Report how many lines in the records carry the string "canvas", and give no further text.

Material for this task:

▽

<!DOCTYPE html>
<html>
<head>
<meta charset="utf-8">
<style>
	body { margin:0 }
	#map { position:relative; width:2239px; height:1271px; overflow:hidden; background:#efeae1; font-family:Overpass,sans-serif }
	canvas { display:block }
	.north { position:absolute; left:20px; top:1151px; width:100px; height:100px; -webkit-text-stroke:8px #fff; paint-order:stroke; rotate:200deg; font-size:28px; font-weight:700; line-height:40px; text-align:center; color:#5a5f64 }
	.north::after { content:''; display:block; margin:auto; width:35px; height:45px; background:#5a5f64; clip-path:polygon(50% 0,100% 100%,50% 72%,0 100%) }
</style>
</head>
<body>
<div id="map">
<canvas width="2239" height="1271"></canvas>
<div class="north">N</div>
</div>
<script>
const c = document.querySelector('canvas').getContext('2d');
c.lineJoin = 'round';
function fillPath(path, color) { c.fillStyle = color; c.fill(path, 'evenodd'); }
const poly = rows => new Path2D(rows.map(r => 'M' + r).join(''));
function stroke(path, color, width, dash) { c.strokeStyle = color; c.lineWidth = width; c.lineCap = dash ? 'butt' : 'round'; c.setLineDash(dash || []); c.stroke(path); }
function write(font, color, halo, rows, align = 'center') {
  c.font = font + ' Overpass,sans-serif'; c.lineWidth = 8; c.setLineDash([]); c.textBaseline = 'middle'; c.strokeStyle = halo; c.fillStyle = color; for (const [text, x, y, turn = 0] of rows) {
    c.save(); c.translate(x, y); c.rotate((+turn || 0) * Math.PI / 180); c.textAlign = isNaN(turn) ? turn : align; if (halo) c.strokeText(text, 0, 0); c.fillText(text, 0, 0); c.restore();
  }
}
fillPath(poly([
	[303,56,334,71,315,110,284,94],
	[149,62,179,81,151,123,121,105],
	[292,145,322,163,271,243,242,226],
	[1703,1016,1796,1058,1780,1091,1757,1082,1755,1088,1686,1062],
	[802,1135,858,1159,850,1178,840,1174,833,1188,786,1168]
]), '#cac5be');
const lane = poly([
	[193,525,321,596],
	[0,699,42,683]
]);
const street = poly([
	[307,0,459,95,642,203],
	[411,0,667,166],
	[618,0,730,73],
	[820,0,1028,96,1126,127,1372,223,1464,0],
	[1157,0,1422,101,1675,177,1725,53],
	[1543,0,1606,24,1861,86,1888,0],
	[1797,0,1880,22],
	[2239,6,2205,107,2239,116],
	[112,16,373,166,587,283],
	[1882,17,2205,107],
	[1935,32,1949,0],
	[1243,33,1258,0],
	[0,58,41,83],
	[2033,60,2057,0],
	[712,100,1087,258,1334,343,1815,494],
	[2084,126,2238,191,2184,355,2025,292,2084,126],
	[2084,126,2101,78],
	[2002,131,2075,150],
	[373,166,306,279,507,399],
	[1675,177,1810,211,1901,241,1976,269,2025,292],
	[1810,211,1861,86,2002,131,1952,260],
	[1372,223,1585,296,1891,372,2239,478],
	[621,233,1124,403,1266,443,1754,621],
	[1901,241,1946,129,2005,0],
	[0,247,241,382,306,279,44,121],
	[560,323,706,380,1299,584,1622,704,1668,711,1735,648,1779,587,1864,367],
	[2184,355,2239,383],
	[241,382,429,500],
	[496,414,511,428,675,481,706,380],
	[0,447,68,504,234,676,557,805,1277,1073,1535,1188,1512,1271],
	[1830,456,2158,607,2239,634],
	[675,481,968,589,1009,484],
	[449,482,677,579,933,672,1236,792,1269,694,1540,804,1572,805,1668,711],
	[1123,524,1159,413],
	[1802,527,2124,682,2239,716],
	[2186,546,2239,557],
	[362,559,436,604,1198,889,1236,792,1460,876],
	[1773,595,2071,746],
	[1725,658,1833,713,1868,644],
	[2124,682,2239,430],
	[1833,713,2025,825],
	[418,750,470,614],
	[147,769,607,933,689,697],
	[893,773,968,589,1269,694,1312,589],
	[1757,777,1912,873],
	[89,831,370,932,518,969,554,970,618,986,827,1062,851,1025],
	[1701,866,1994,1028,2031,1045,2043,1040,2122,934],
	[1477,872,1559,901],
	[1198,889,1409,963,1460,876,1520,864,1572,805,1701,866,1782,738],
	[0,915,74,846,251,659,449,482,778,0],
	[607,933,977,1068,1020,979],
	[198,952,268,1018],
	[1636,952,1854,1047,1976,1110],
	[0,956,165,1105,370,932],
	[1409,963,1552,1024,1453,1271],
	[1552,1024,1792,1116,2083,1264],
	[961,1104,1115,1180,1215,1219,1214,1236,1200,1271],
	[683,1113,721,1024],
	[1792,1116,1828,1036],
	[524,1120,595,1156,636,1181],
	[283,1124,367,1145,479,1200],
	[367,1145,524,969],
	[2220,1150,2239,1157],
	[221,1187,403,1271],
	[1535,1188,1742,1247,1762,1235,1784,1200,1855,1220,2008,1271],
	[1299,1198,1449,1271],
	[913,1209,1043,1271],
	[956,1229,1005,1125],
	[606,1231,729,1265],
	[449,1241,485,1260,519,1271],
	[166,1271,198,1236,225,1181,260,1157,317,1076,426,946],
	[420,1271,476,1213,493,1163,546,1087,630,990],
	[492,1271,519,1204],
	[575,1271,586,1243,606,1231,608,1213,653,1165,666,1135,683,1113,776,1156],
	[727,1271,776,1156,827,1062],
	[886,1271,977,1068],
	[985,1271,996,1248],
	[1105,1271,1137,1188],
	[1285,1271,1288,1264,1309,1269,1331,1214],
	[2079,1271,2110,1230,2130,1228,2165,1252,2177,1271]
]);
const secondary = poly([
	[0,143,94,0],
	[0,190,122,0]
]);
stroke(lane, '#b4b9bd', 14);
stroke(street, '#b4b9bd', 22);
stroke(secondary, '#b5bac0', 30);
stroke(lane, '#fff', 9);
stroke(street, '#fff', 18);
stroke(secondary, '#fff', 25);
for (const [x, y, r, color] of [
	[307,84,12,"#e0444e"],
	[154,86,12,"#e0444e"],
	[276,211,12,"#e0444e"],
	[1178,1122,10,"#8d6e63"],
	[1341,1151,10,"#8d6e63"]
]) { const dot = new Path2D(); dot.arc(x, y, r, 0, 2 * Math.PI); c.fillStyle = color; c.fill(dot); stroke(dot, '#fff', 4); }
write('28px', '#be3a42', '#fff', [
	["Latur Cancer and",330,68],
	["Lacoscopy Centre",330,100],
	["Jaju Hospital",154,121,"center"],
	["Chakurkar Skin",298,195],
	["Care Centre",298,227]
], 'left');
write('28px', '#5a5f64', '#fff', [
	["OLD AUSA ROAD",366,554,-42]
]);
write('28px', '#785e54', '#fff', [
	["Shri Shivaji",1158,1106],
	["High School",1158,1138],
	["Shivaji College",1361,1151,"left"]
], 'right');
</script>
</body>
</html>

△

Response area: 3